What is the difference between a sole proprietorship and a partnership in Ontario?
A sole proprietorship has one owner. A partnership arises when two or more persons carry on business together with a view to profit — even without a written agreement, the Partnerships Act (Ontario) can treat an arrangement as a general partnership.
In a general partnership, each partner is jointly and severally liable for the debts and obligations of the partnership and for the acts of the other partners done in the course of partnership business. This means one partner's mistake can expose all partners' personal assets. Unlike a sole proprietorship — where only your own actions create liability — a partnership multiplies your exposure to include your co-venturers' actions.
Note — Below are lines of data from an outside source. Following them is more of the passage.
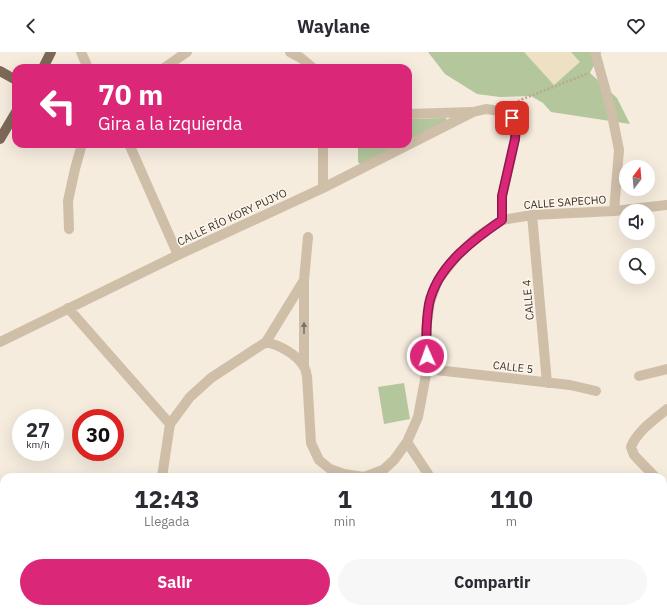 <!DOCTYPE html>
<html lang="es">
<meta charset="utf-8">
<style>
:root{--surface:#fff;--page:#f7f7f7;--text:#2b2b33;--muted:#7c7c81;--accent:#db2777}
body{margin:0;font-family:"IBM Plex Sans",sans-serif;background:var(--page);color:var(--text);height:100vh;display:flex;flex-direction:column;font-size:15px;white-space:nowrap}
*{box-sizing:border-box;margin:0}
p{font-size:13px;color:var(--muted)}
.icon{flex:none;width:22px;height:22px;fill:none;stroke:currentColor;stroke-width:2;stroke-linecap:round;stroke-linejoin:round}
.map{position:relative;flex:1;overflow:hidden}
.details{position:absolute;left:0px;top:421px;width:667px;height:140px;display:flex;flex-direction:column;background:var(--surface);border-radius:12px 12px 0 0;box-shadow:0 4px 16px #0002}
.details>*{flex:none}
.hud{position:absolute;left:12px;top:12px;width:400px;height:84px;border-radius:12px;box-shadow:0 4px 16px #0002;background:#db2777;color:#fff;overflow:hidden}
.needle{width:26px;rotate:16deg}
.tools{position:absolute;left:619px;top:108px;display:grid;gap:8px}
.tools a{display:grid;place-items:center;width:36px;height:36px;border-radius:50%;background:var(--surface);box-shadow:0 4px 16px #0002;font-size:20px}
.speed{position:absolute;left:12px;top:357px;display:flex;gap:8px;font-size:20px;font-weight:700;text-align:center}
.speed>*{display:grid;place-content:center;width:52px;height:52px;border-radius:50%;background:var(--surface);box-shadow:0 4px 16px #0002;line-height:1}
.speed small{font-size:10px;font-weight:400}
.speed .limit{border:6px solid #d22;background:#fff;color:#111}
.pin{position:absolute;display:grid;place-items:center;width:34px;height:34px;color:#fff;margin:-17px;border-radius:8px;box-shadow:0 2px 6px #0006}
.me{position:absolute;width:44px;margin:-22px;rotate:358deg;stroke-linejoin:round;filter:drop-shadow(0 0 3px #0008)}
.turn{display:flex;align-items:center;gap:14px;height:84px;padding:0 20px;font-size:18px}
.turn .icon{width:52px;height:52px;stroke-width:2.5}
.turn b{display:block;font-size:28px;line-height:34px}
.eta{display:flex;justify-content:space-evenly;align-items:center;height:68px;text-align:center}
.eta b{font-size:24px;font-weight:700;line-height:28px}
.button{display:flex;gap:8px;margin-top:auto;padding:8px 20px}
.button a{flex:1;height:46px;border-radius:24px;background:var(--accent);color:#fff;font-size:16px;font-weight:700;line-height:46px;text-align:center}
.button a+a{background:var(--page);color:var(--text)}
header{display:flex;justify-content:space-between;align-items:center;height:52px;padding:0 20px;background:var(--surface);font-size:18px;font-weight:700}
.map>svg:first-child{display:block}
.green{fill:#b3c69c}
.plaza{fill:#eee0c3}
.lines{fill:none;stroke-linecap:round;stroke-linejoin:round}
.path{stroke:#bba892;stroke-width:2.5;stroke-dasharray:2 2;stroke-linecap:butt}
.minor{stroke:#cfbea8;stroke-width:10}
.major{stroke:#7e6958;stroke-width:10}
.oneway{fill:#7e7062}
.route-casing{stroke:#8e194d;stroke-width:10}
.route{stroke:#db2777;stroke-width:7}
.labels{text-anchor:middle;dominant-baseline:central;stroke-width:3;stroke-linejoin:round;paint-order:stroke}
.street-label{font-size:11px;fill:#3b3029;stroke:#fcf6eb}
</style>
<header><svg class="icon" aria-label="back" viewBox="0 0 24 24"><path d="M15 5l-7 7 7 7"/></svg>Waylane<svg class="icon" aria-label="heart" viewBox="0 0 24 24"><path d="M12 20l-8-8c-3-5 5-10 8-4 3-6 11-1 8 4z"/></svg></header>
<div class="map">
<svg width="667" height="561" viewBox="0 0 667 561">
<rect width="100%" height="100%" fill="#f5ecde"/>
<path class="green" d="M428,0H601L590,21L617,46L630,72L551,60L543,51L531,44L500,45L477,42L445,22Z
M446,66L449,76L364,116L358,110V92H408V67Z
M404,331L410,367L384,372L378,335Z
M667,509V561H649L651,557H663V521Z"/>
<path class="plaza" d="M524,0H571L580,10L554,33Z"/>
<g class="lines">
<path class="path" d="M515,52L520,48L589,21"/>
<path class="minor" d="M81,0L88,16
M290,0L301,6L313,16
M595,0L611,58L619,98L614,159
M164,16L187,0
M408,62L473,60L486,57L507,60L516,73L515,87L502,145V168
M129,92L178,203
M323,92V136
M532,163L547,331
M69,177L68,149L75,117L82,92
M68,256L170,372
M0,290L178,203L323,136L473,60
M266,290L304,228
M304,315V228L308,185
M427,317L570,333L596,339
M639,324L667,317
M407,390L430,425
M162,425L170,372L190,345L211,326L266,290C279,293 297,302 304,315C306,317 306,322 307,324L311,391L319,408L330,417L344,422L364,425L383,418L394,408L407,390L418,365L427,317L426,278L430,250L438,228L458,203L477,185L502,168L532,163L614,159L667,153
M655,425L634,403L631,395C637,379 654,368 667,357
M663,434L667,438
M0,490H4
M663,520L667,513
M308,557L315,561
M654,557L655,561
M33,561L35,557
M202,561L205,557
M385,561L394,557
M605,561L607,557"/>
<path class="major" d="M43,16L51,0
M0,19L16,28
M0,87L16,60"/>
</g>
<defs><path id="oneway-solid" d="M-6-.8H1V-3.2L6.5 0L1 3.2V.8H-6Z"/></defs>
<use class="oneway" href="#oneway-solid" transform="translate(304 276) rotate(-90)"/>
<g class="lines">
<g class="route-casing">
<path id="route" d="M427,304C426,286 426,269 429,252C437,214 473,188 502,168V144L515,87L516,73L512,66"/>
</g>
<use href="#route" class="route"/>
</g>
<g class="labels">
<g class="street-label">
<text transform="translate(565 150) rotate(-4)">CALLE SAPECHO</text>
<text transform="translate(232 165) rotate(-25)">CALLE RÍO KORY PUJYO</text>
<text transform="translate(528 248) rotate(-95)">CALLE 4</text>
<text transform="translate(513 315) rotate(6)">CALLE 5</text>
</g>
</g>
</svg>
<div class="tools">
<a><svg class="needle" viewBox="-14 -14 28 28"><path d="M0-13l5 13h-10z" fill="#e53935"/><path d="M0 13l5-13h-10z" fill="#7c7c81"/></svg></a>
<a><svg class="icon" aria-label="sound" viewBox="0 0 24 24"><path d="M4 9h4l5-4v14l-5-4H4zM17 9q2 3 0 6"/></svg></a>
<a><svg class="icon" aria-label="search" viewBox="0 0 24 24"><circle cx="10" cy="10" r="6"/><path d="M15 15l6 6"/></svg></a>
</div>
<div class="speed"><div>27<small>km/h</small></div><div class="limit">30</div></div>
<div class="pin" style="left:512px;top:66px;background:#d93025"><svg class="icon" aria-label="arrive" viewBox="0 0 24 24"><path d="M6 21V4h12l-3 4 3 4H6"/></svg></div>
<svg class="me" style="left:427px;top:304px" viewBox="-20 -20 40 40"><circle r="17" fill="#db2777" stroke="#fff" stroke-width="3"/><path d="M0-11L8 9 0 5-8 9z" fill="#fff"/></svg>
<div class="hud">
<div class="turn"><svg class="icon" aria-label="left" viewBox="0 0 24 24"><path d="M17 20v-9H6M10 6l-5 5 5 5"/></svg><div><b>70 m</b>Gira a la izquierda</div></div>
</div>
<section class="details">
<div class="eta">
<div><b>12:43</b><p>Llegada</p></div>
<div><b>1</b><p>min</p></div>
<div><b>110</b><p>m</p></div>
</div>
<div class="button"><a>Salir</a><a>Compartir</a></div>
</section>
</div> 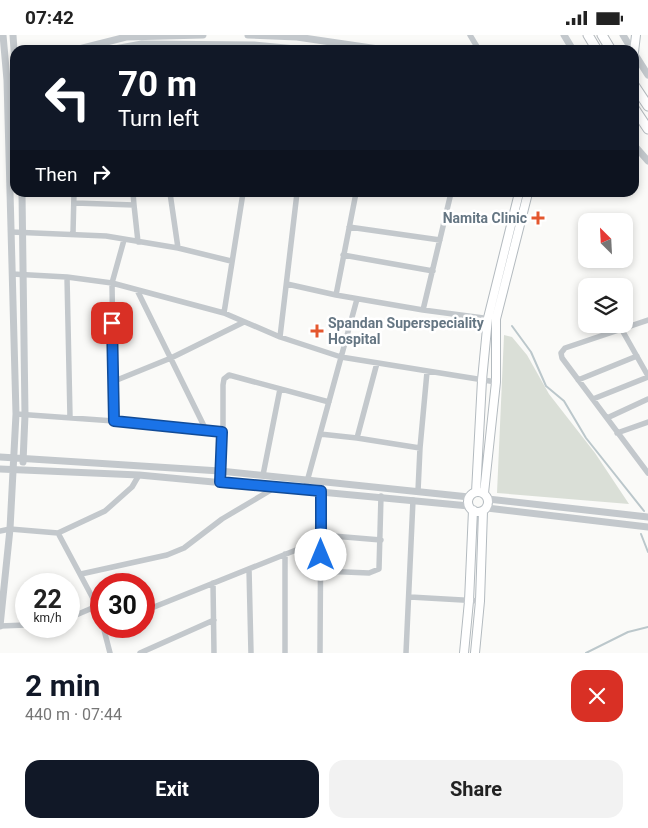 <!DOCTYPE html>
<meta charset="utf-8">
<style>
:root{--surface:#fff;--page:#f2f2f2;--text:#222;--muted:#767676;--accent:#111827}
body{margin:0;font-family:Roboto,sans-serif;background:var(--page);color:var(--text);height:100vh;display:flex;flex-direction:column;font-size:19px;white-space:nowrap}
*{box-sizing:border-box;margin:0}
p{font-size:16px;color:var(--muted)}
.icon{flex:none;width:28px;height:28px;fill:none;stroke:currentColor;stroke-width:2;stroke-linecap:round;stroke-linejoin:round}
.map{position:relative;height:618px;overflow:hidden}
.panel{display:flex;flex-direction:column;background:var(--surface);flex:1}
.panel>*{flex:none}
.hud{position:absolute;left:10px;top:10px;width:629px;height:152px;border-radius:15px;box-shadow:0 2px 8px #0003;background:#111827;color:#fff;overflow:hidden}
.needle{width:32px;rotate:336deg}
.buttons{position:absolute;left:578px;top:178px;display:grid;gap:10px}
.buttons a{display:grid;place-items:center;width:55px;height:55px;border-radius:10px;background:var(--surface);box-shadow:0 2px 8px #0003;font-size:25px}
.speed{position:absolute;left:15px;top:538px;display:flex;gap:10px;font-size:25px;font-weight:700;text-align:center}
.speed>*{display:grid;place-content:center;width:65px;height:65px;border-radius:50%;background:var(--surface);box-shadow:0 2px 8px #0003;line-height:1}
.speed small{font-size:12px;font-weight:400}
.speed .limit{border:8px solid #d22;background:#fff;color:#111}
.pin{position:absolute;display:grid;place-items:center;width:42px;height:42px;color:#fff;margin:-21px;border-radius:10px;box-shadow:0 2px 8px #0006}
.me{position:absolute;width:55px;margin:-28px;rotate:0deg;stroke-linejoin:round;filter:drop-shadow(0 0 4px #0008)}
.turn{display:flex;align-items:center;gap:18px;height:105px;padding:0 25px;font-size:22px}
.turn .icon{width:65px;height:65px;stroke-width:2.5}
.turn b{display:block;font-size:35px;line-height:42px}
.then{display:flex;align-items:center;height:48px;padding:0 25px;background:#0003;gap:10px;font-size:19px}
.round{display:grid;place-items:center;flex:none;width:52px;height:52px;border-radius:15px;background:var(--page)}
.headline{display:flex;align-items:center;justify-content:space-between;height:85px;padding:0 25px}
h1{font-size:30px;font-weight:700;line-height:38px;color:var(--accent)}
.cta{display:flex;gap:10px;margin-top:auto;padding:10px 25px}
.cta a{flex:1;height:58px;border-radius:15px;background:var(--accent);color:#fff;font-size:20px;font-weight:700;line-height:58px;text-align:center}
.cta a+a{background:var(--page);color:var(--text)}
.status{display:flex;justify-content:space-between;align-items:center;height:35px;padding:0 25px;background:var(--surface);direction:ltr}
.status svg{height:14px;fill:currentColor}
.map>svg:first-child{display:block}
.green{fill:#dadfd7}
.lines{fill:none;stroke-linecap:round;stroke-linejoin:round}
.stream{stroke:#bbc7cb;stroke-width:2}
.secondary-casing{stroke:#b3babf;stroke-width:10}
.trunk-casing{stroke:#b4b9bd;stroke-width:11}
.minor{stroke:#c3c8cc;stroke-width:5.5}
.tertiary{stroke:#c3c8cc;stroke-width:7}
.secondary{stroke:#fff;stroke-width:8}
.trunk{stroke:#fff;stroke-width:9}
.route-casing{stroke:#114b97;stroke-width:12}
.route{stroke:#1a73e8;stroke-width:9}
.poi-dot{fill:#e4572e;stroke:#fff;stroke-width:2}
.labels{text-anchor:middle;stroke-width:5;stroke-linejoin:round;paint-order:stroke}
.poi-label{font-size:14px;font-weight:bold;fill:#657683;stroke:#fff;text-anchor:end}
</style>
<div class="status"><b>07:42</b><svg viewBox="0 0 49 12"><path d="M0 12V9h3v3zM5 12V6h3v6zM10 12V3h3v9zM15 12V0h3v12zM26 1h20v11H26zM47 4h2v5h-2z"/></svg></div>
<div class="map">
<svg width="648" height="618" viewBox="0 0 648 618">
<rect width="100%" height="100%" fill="#fafaf8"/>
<path class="green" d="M504,300L512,302L527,320L549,359L595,418L629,469L497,458Z"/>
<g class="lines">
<path class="stream" d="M512,291L531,317L546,351L564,366L586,403L644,476
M641,499L648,517
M586,618L628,597L648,592"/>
<g class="secondary-casing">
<path id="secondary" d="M634,17L636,0
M468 467a10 10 0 1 1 20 0a10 10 0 1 1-20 0Z
M476,457L482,345L488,283L519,158
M484,458L496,347V284L528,158
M464,618L469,566L473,475
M475,618L480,566L483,476"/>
</g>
<g class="trunk-casing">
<path id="trunk" d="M588,0L597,15
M602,0L611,15
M634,50L648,71
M634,73L648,94"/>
</g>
<path class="minor" d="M470,0L479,15
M170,158L178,213
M356,158L336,260L423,275
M451,158L423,275L491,284
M75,168L134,170L133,158
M134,170L138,207
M349,192L440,205
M11,197L106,201L178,213L231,226
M73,198L74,158
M124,205L112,248L114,386L223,397L220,447
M343,220L433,236
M12,239L67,242L112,248L224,278L280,302L341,322L496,347
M67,242L70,382
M287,249L336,260
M137,255L206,395
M224,278L243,158
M648,285L565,313L561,318L562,323L648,438
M622,295L648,341
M280,302L297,158
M377,328L357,403L420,413L427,337
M578,345L637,321
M112,347L171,323L244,287
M593,364L648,342
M16,379L114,386
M607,383L648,364
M223,397V350L224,344L229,340L329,367
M617,398L648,387
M320,399L357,403
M263,440L280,354
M305,454L357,264
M418,456L420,413
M0,496L10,494L58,498L105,476L132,452L139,440
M58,498L97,571L101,585
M321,500L381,505
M249,534L251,618
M321,536L369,538L379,534L381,461
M81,539L167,520L184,513L222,484L276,452
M213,548L214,618
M410,562L480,566
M144,576L321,505
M69,583L97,571
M0,591L26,590
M103,591L110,618
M140,618L214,585
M285,618V519
M320,618L321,456
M406,618L413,465"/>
<path class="tertiary" d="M13,0L15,30
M248,0L297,2L385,15
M564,0L573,15
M623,0L632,15
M75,15L126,2L203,0
M109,15L142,9L254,10L306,15
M634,18L648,40
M634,110L648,126
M22,158L25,380L23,427
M0,422L220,436L469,462
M0,434L139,440L469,471
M488,464L648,482
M487,473L648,492
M0,591L10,494L16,379L7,45L3,0"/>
<use href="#secondary" class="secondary"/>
<use href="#trunk" class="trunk"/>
</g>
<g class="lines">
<g class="route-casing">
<path id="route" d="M112,288L114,386L222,397L220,447L321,456V520"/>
</g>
<use href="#route" class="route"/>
</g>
<g class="poi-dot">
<path d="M535.5 175.5h5v5h5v5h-5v5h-5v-5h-5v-5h5z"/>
<path d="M314.5 288.5h5v5h5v5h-5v5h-5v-5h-5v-5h5z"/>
</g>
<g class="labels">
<g class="poi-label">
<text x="527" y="188">Namita Clinic</text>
<text x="328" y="293" text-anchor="start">Spandan Superspeciality<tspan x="328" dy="16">Hospital</tspan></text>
</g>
</g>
</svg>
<div class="buttons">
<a><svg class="needle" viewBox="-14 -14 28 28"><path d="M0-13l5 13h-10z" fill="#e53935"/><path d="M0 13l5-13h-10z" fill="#767676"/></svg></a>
<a><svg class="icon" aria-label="layers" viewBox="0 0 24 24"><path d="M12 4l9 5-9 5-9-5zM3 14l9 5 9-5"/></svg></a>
</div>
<div class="speed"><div>22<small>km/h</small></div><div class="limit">30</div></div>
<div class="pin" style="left:112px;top:288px;background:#d93025"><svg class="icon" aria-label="arrive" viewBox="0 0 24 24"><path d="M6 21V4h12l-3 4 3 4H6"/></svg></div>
<svg class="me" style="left:321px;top:520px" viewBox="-20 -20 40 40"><circle r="19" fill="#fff"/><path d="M0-13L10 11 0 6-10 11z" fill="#1a73e8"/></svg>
<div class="hud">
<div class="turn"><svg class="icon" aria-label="left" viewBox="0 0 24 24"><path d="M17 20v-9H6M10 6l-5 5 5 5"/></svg><div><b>70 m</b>Turn left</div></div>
<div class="then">Then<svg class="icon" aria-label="right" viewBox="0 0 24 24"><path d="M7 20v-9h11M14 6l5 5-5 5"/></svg></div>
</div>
</div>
<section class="panel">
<div class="headline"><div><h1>2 min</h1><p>440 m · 07:44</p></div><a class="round" style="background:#d93025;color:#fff"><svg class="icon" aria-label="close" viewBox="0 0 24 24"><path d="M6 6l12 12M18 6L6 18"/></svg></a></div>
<div class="cta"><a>Exit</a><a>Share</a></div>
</section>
Ontario also allows limited partnerships (LPs) and limited liability partnerships (LLPs). In an LP, limited partners generally risk only their investment, provided they don't take part in management. LLPs are available to certain regulated professions such as lawyers and accountants and limit some inter-partner liability. For most general business purposes, entrepreneurs considering a multi-owner structure choose a corporation over a general partnership to get the liability shield and a more structured governance framework.
Key takeaways
- Any two or more people in business together may be treated as a general partnership by law.
- General partners share unlimited personal liability for each other's acts.
- Limited partnerships and LLPs offer partial liability protection in specific contexts.
- A corporation is usually preferable to a general partnership for liability and governance reasons.